**** Given entries
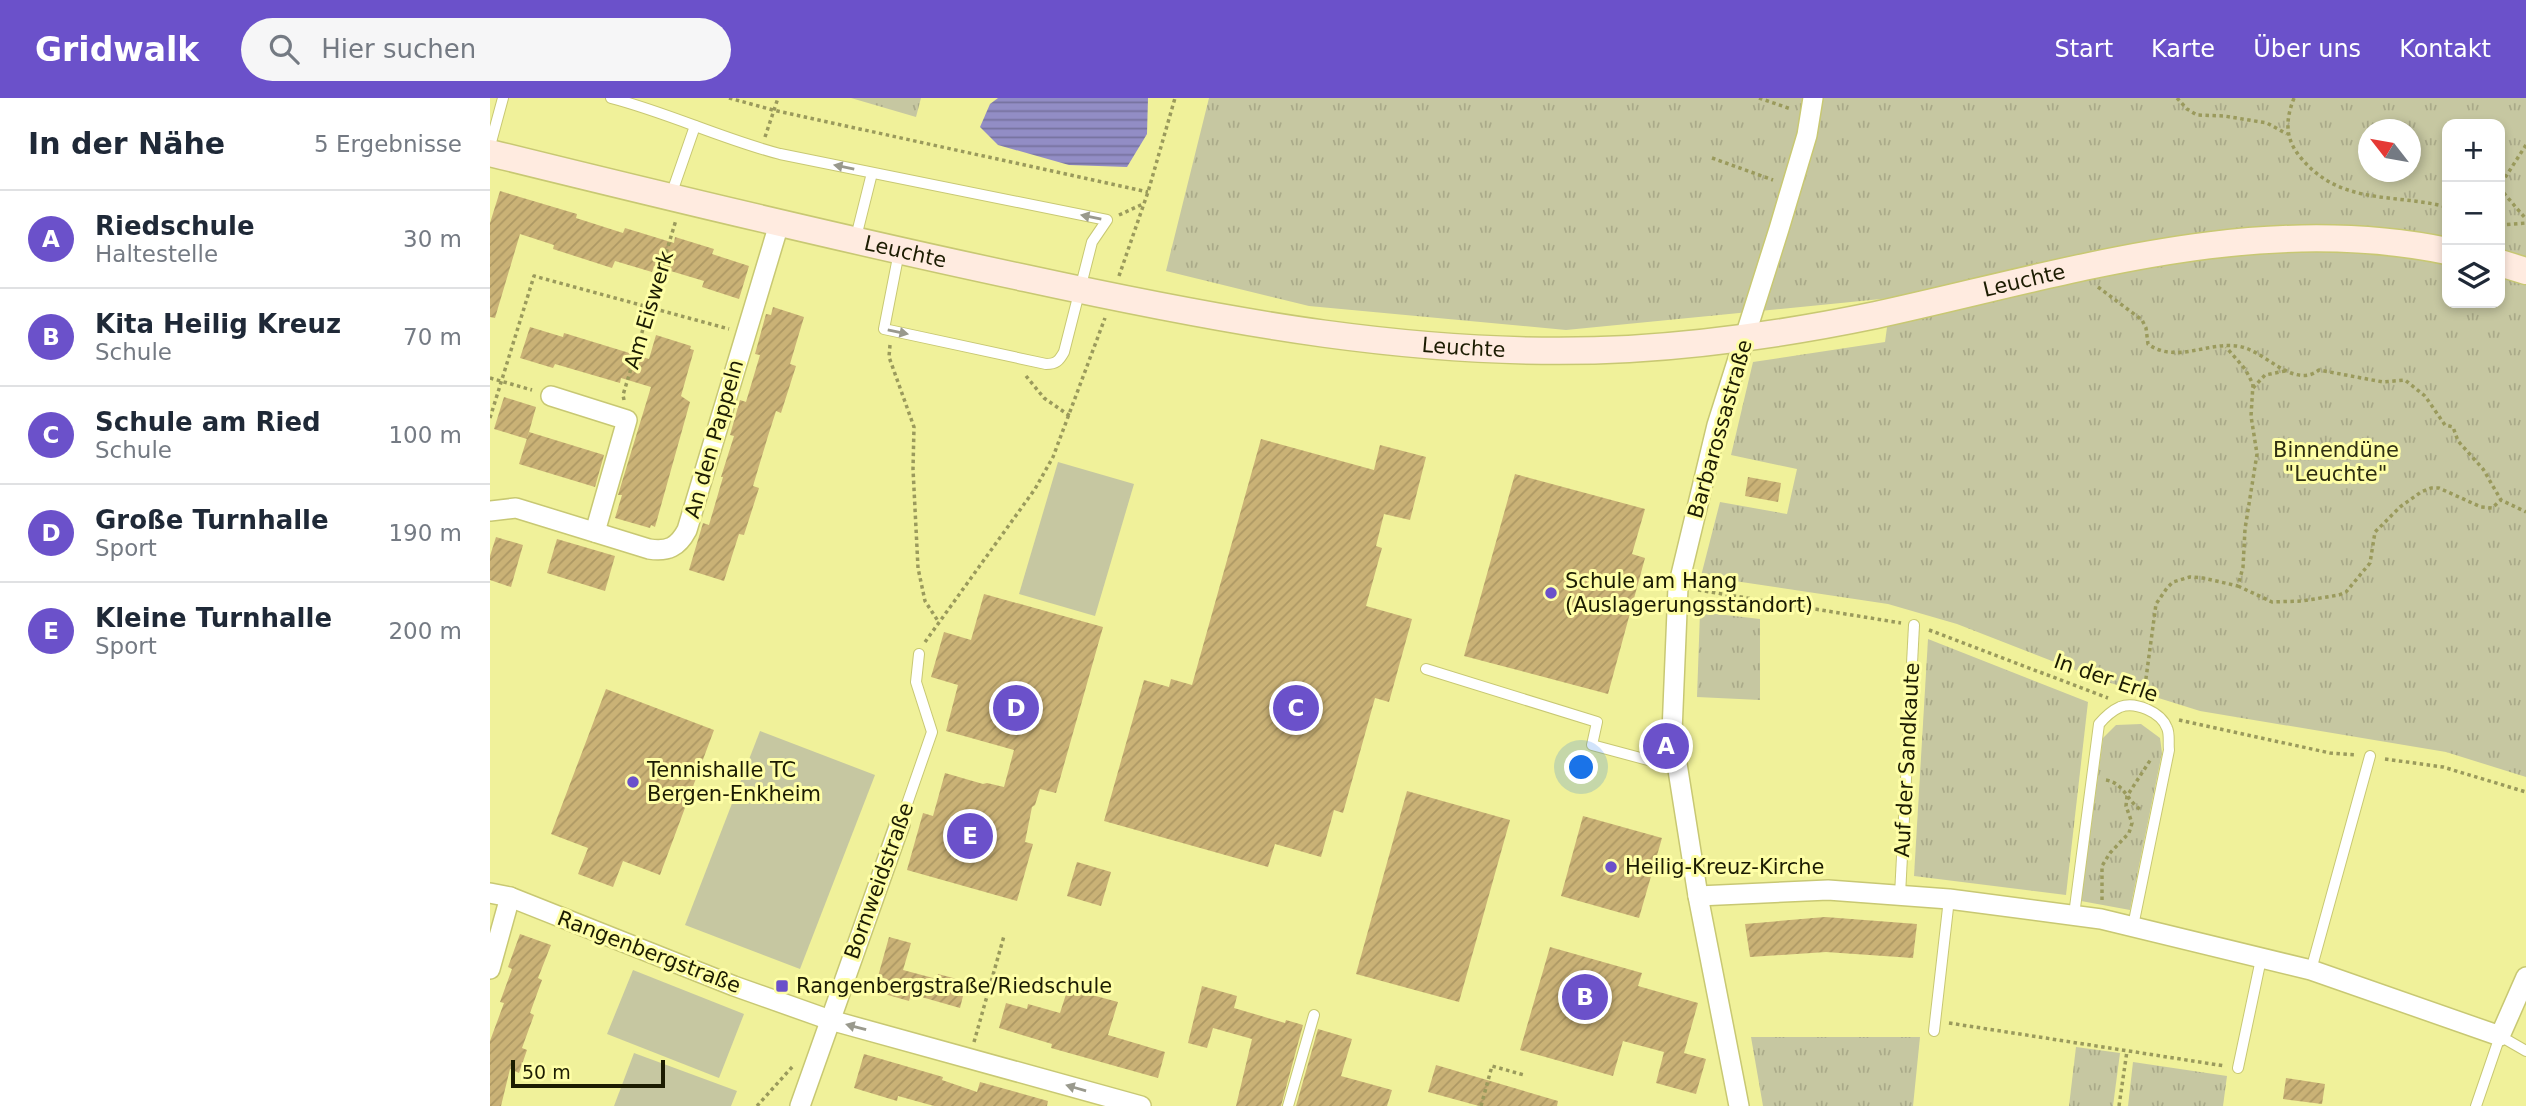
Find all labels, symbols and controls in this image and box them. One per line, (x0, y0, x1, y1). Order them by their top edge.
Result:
search box (241, 18, 731, 81)
text: Gridwalk (35, 30, 199, 69)
icon: search (265, 30, 303, 68)
text: Hier suchen (321, 34, 476, 64)
text: Start (2054, 35, 2113, 63)
text: Karte (2151, 35, 2215, 63)
text: Über uns (2253, 35, 2361, 63)
text: Kontakt (2399, 35, 2491, 63)
north arrow (2358, 119, 2421, 182)
map controls (2442, 119, 2505, 308)
button: + (2442, 119, 2505, 182)
text: In der Nähe (28, 126, 225, 161)
text: 5 Ergebnisse (314, 131, 462, 157)
one-way arrow (833, 162, 855, 173)
button: − (2442, 182, 2505, 245)
text: Riedschule (95, 211, 255, 241)
one-way arrow (1080, 211, 1102, 222)
text: A (42, 226, 60, 252)
text: 30 m (403, 226, 462, 252)
street label: Leuchte (862, 231, 949, 273)
text: Haltestelle (95, 241, 218, 267)
button: layers (2442, 245, 2505, 308)
street label: Am Eiswerk (620, 247, 679, 372)
street label: Leuchte (1981, 260, 2067, 302)
text: Kita Heilig Kreuz (95, 309, 341, 339)
text: B (42, 324, 60, 350)
text: 70 m (403, 324, 462, 350)
one-way arrow (887, 326, 909, 337)
street label: Leuchte (1421, 333, 1506, 362)
street label: Barbarossastraße (1683, 337, 1757, 521)
text: Schule (95, 339, 172, 365)
street label: An den Pappeln (680, 357, 748, 521)
text: Schule am Ried (95, 407, 321, 437)
text: C (43, 422, 59, 448)
text: 100 m (388, 422, 462, 448)
text: Schule (95, 437, 172, 463)
park label: Binnendüne "Leuchte" (2273, 438, 2399, 486)
text: Große Turnhalle (95, 505, 329, 535)
text: D (41, 520, 61, 546)
text: 190 m (388, 520, 462, 546)
text: Sport (95, 535, 157, 561)
place label: Schule am Hang (Auslagerungsstandort) (1565, 569, 1813, 617)
marker: Schule am Hang (Auslagerungsstandort) (1543, 585, 1559, 601)
text: Kleine Turnhalle (95, 603, 332, 633)
text: E (43, 618, 59, 644)
text: 200 m (388, 618, 462, 644)
text: Sport (95, 633, 157, 659)
street label: In der Erle (2051, 649, 2161, 707)
street label: Auf der Sandkaute (1890, 662, 1924, 858)
pin: D (993, 682, 1039, 734)
pin: C (1273, 682, 1319, 734)
pin: A (1643, 720, 1689, 772)
your location (1564, 750, 1598, 784)
place label: Tennishalle TC Bergen-Enkheim (646, 758, 821, 806)
marker: Tennishalle TC Bergen-Enkheim (625, 774, 641, 790)
street label: Bornweidstraße (840, 799, 918, 963)
pin: E (947, 810, 993, 862)
place label: Heilig-Kreuz-Kirche (1625, 855, 1824, 879)
marker: Heilig-Kreuz-Kirche (1603, 859, 1619, 875)
street label: Rangenbergstraße (554, 906, 744, 998)
pin: B (1562, 971, 1608, 1023)
place label: Rangenbergstraße/Riedschule (796, 974, 1112, 998)
marker: Rangenbergstraße/Riedschule (774, 978, 790, 994)
one-way arrow (845, 1021, 867, 1032)
scale bar (511, 1057, 665, 1089)
text: 50 m (522, 1061, 571, 1083)
one-way arrow (1065, 1082, 1086, 1092)

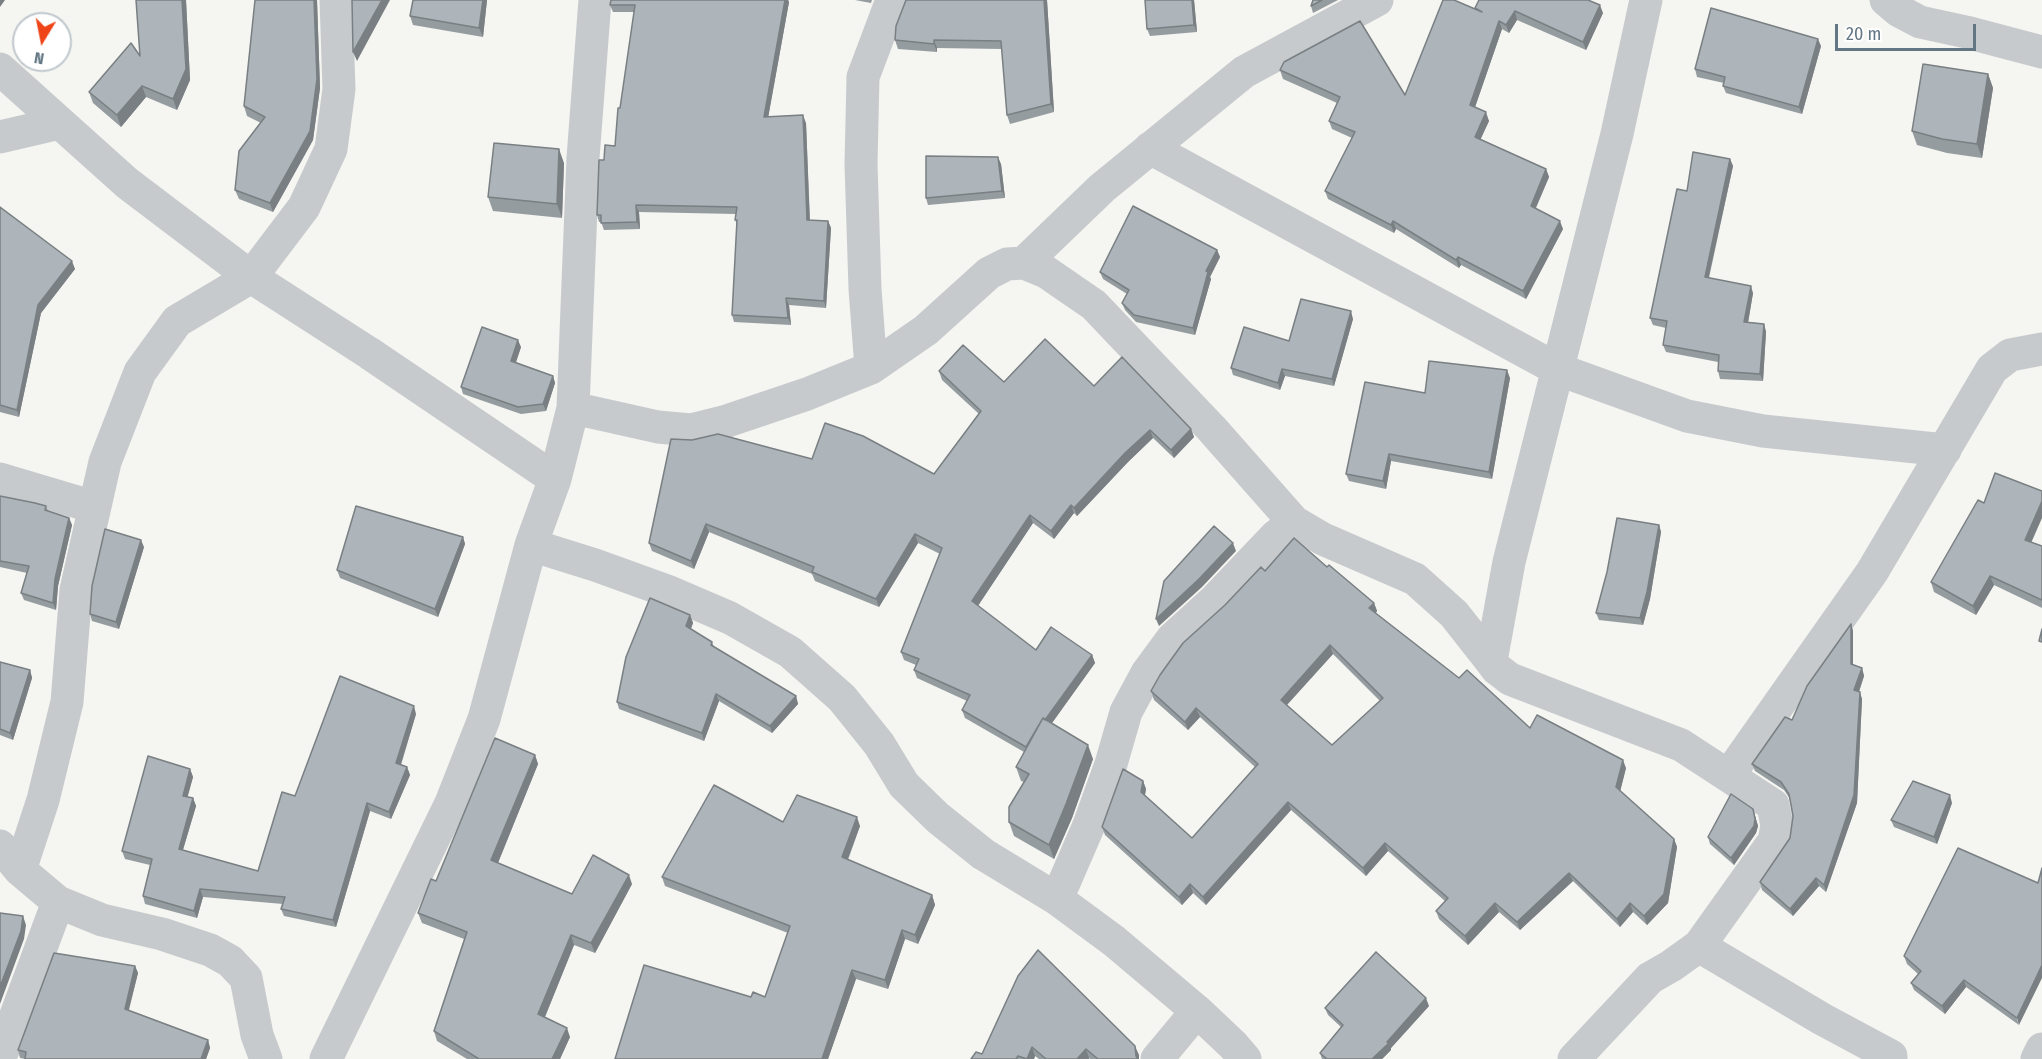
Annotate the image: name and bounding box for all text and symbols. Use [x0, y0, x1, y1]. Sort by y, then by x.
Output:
north arrow [12, 12, 72, 72]
scale bar [1838, 12, 1979, 50]
text: 20 m [1846, 23, 1881, 45]
text: N [33, 48, 46, 68]

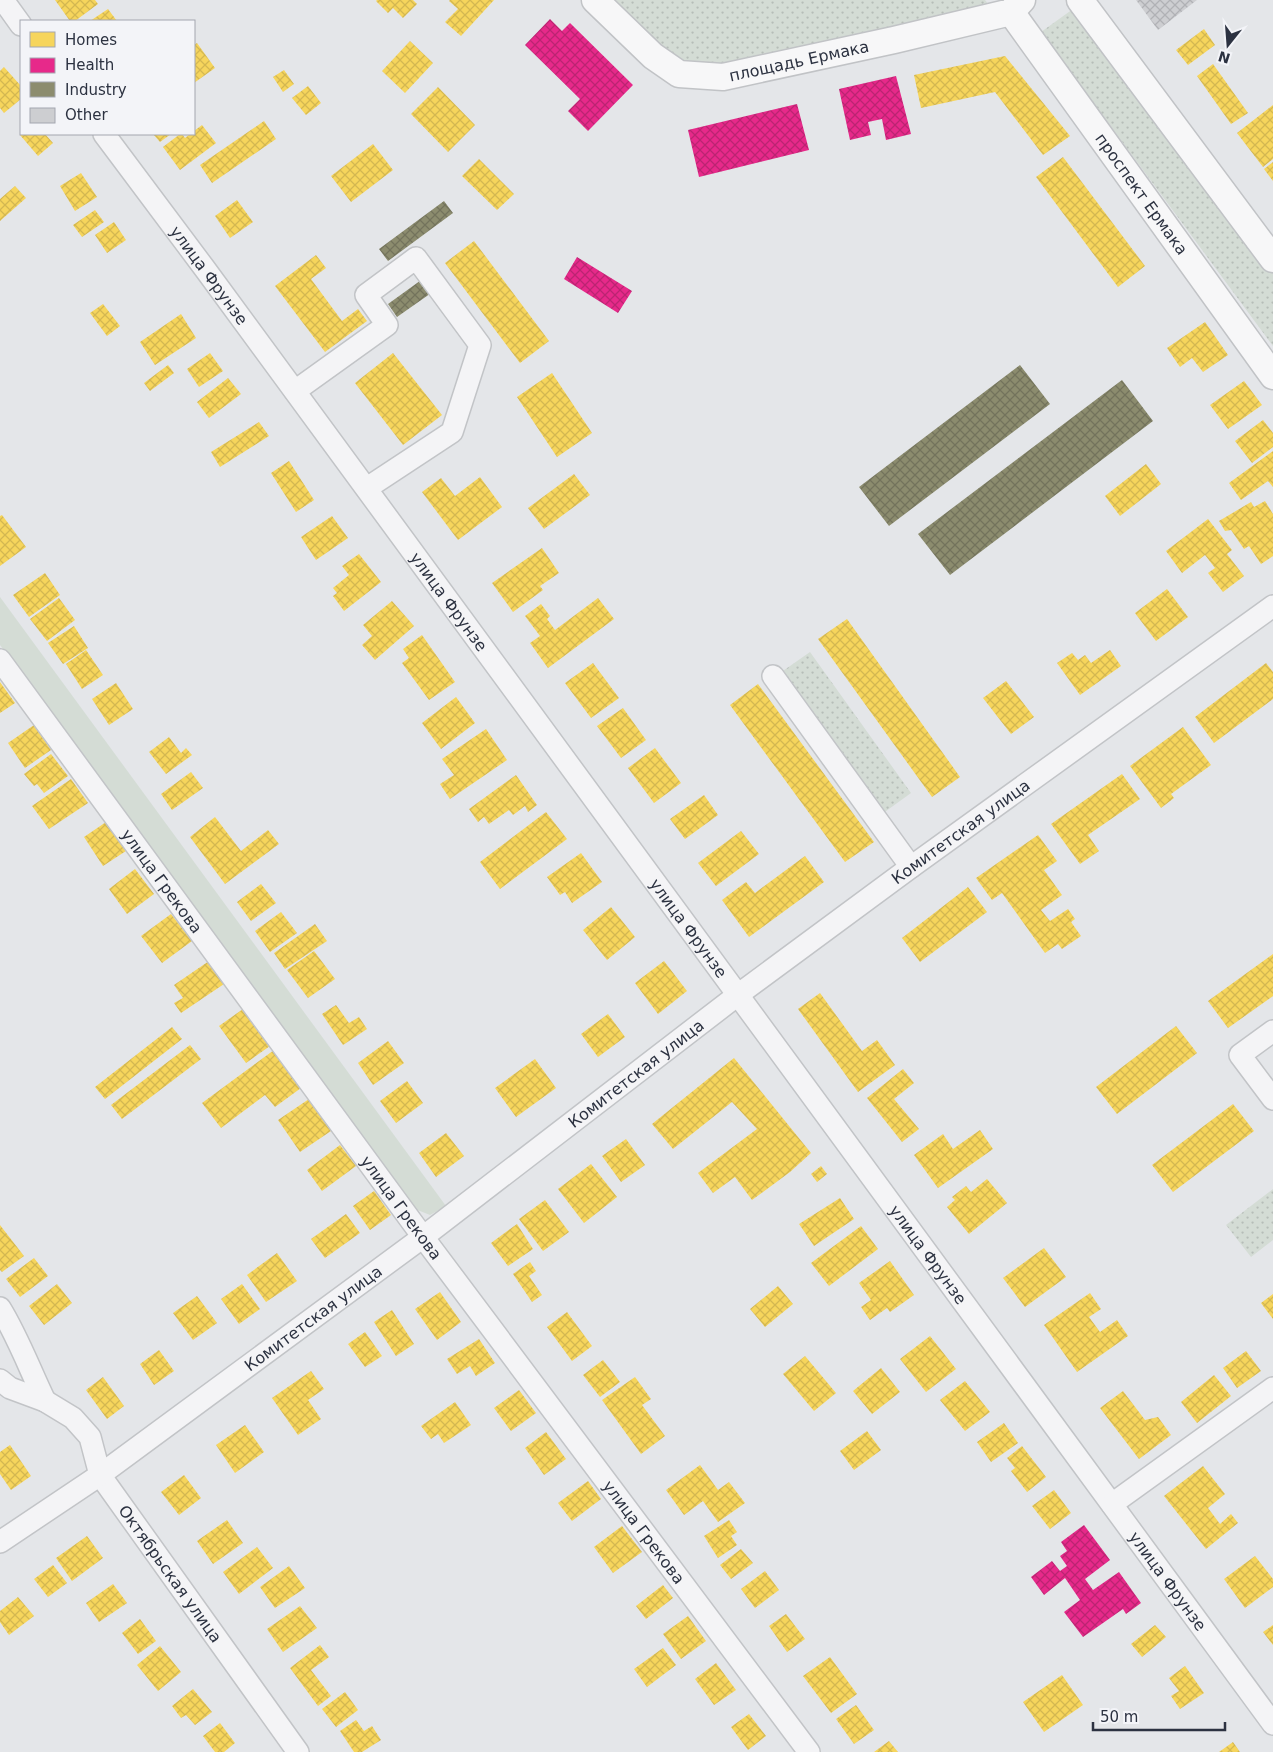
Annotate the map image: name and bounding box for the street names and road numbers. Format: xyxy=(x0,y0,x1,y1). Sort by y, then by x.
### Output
street label: площадь Ермака xyxy=(727,36,871,85)
street label: проспект Ермака xyxy=(1092,129,1192,258)
street label: улица Фрунзе xyxy=(166,222,252,328)
street label: улица Фрунзе xyxy=(406,548,492,655)
street label: Комитетская улица xyxy=(888,775,1033,888)
street label: улица Грекова xyxy=(118,825,206,937)
street label: улица Фрунзе xyxy=(646,875,731,981)
street label: Комитетская улица xyxy=(564,1015,707,1131)
street label: улица Грекова xyxy=(357,1152,446,1263)
street label: улица Фрунзе xyxy=(886,1201,971,1308)
street label: Комитетская улица xyxy=(241,1261,385,1375)
street label: улица Грекова xyxy=(599,1476,689,1587)
street label: Октябрьская улица xyxy=(115,1501,226,1646)
street label: улица Фрунзе xyxy=(1125,1528,1211,1634)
********
Reproduce every entry above in full and exactly, though not its pictures.

Find all labels, symbols and controls in this image and box them. One per line, (x0, y0, x1, y1). Order them by their top edge.
Result:
search box (241, 18, 731, 81)
text: Gridwalk (35, 30, 199, 69)
icon: search (265, 30, 303, 68)
text: Hier suchen (321, 34, 476, 64)
text: Start (2054, 35, 2113, 63)
text: Karte (2151, 35, 2215, 63)
text: Über uns (2253, 35, 2361, 63)
text: Kontakt (2399, 35, 2491, 63)
north arrow (2358, 119, 2421, 182)
map controls (2442, 119, 2505, 308)
button: + (2442, 119, 2505, 182)
text: In der Nähe (28, 126, 225, 161)
text: 5 Ergebnisse (314, 131, 462, 157)
one-way arrow (833, 162, 855, 173)
button: − (2442, 182, 2505, 245)
text: Riedschule (95, 211, 255, 241)
one-way arrow (1080, 211, 1102, 222)
text: A (42, 226, 60, 252)
text: 30 m (403, 226, 462, 252)
street label: Leuchte (862, 231, 949, 273)
text: Haltestelle (95, 241, 218, 267)
button: layers (2442, 245, 2505, 308)
street label: Am Eiswerk (620, 247, 679, 372)
street label: Leuchte (1981, 260, 2067, 302)
text: Kita Heilig Kreuz (95, 309, 341, 339)
text: B (42, 324, 60, 350)
text: 70 m (403, 324, 462, 350)
one-way arrow (887, 326, 909, 337)
street label: Leuchte (1421, 333, 1506, 362)
street label: Barbarossastraße (1683, 337, 1757, 521)
text: Schule (95, 339, 172, 365)
street label: An den Pappeln (680, 357, 748, 521)
text: Schule am Ried (95, 407, 321, 437)
text: C (43, 422, 59, 448)
text: 100 m (388, 422, 462, 448)
text: Schule (95, 437, 172, 463)
park label: Binnendüne "Leuchte" (2273, 438, 2399, 486)
text: Große Turnhalle (95, 505, 329, 535)
text: D (41, 520, 61, 546)
text: 190 m (388, 520, 462, 546)
text: Sport (95, 535, 157, 561)
place label: Schule am Hang (Auslagerungsstandort) (1565, 569, 1813, 617)
marker: Schule am Hang (Auslagerungsstandort) (1543, 585, 1559, 601)
text: Kleine Turnhalle (95, 603, 332, 633)
text: E (43, 618, 59, 644)
text: 200 m (388, 618, 462, 644)
text: Sport (95, 633, 157, 659)
street label: In der Erle (2051, 649, 2161, 707)
street label: Auf der Sandkaute (1890, 662, 1924, 858)
pin: D (993, 682, 1039, 734)
pin: C (1273, 682, 1319, 734)
pin: A (1643, 720, 1689, 772)
your location (1564, 750, 1598, 784)
place label: Tennishalle TC Bergen-Enkheim (646, 758, 821, 806)
marker: Tennishalle TC Bergen-Enkheim (625, 774, 641, 790)
street label: Bornweidstraße (840, 799, 918, 963)
pin: E (947, 810, 993, 862)
place label: Heilig-Kreuz-Kirche (1625, 855, 1824, 879)
marker: Heilig-Kreuz-Kirche (1603, 859, 1619, 875)
street label: Rangenbergstraße (554, 906, 744, 998)
pin: B (1562, 971, 1608, 1023)
place label: Rangenbergstraße/Riedschule (796, 974, 1112, 998)
marker: Rangenbergstraße/Riedschule (774, 978, 790, 994)
one-way arrow (845, 1021, 867, 1032)
scale bar (511, 1057, 665, 1089)
text: 50 m (522, 1061, 571, 1083)
one-way arrow (1065, 1082, 1086, 1092)

Annotate the image: name and bounding box for all text and symbols. Use [x0, y0, x1, y1]. Sort by y, then by x.
Output:
north arrow [12, 12, 72, 72]
scale bar [1838, 12, 1979, 50]
text: 20 m [1846, 23, 1881, 45]
text: N [33, 48, 46, 68]

Annotate the map image: name and bounding box for the street names and road numbers. Format: xyxy=(x0,y0,x1,y1). Sort by y, then by x.
### Output
street label: площадь Ермака xyxy=(727,36,871,85)
street label: проспект Ермака xyxy=(1092,129,1192,258)
street label: улица Фрунзе xyxy=(166,222,252,328)
street label: улица Фрунзе xyxy=(406,548,492,655)
street label: Комитетская улица xyxy=(888,775,1033,888)
street label: улица Грекова xyxy=(118,825,206,937)
street label: улица Фрунзе xyxy=(646,875,731,981)
street label: Комитетская улица xyxy=(564,1015,707,1131)
street label: улица Грекова xyxy=(357,1152,446,1263)
street label: улица Фрунзе xyxy=(886,1201,971,1308)
street label: Комитетская улица xyxy=(241,1261,385,1375)
street label: улица Грекова xyxy=(599,1476,689,1587)
street label: Октябрьская улица xyxy=(115,1501,226,1646)
street label: улица Фрунзе xyxy=(1125,1528,1211,1634)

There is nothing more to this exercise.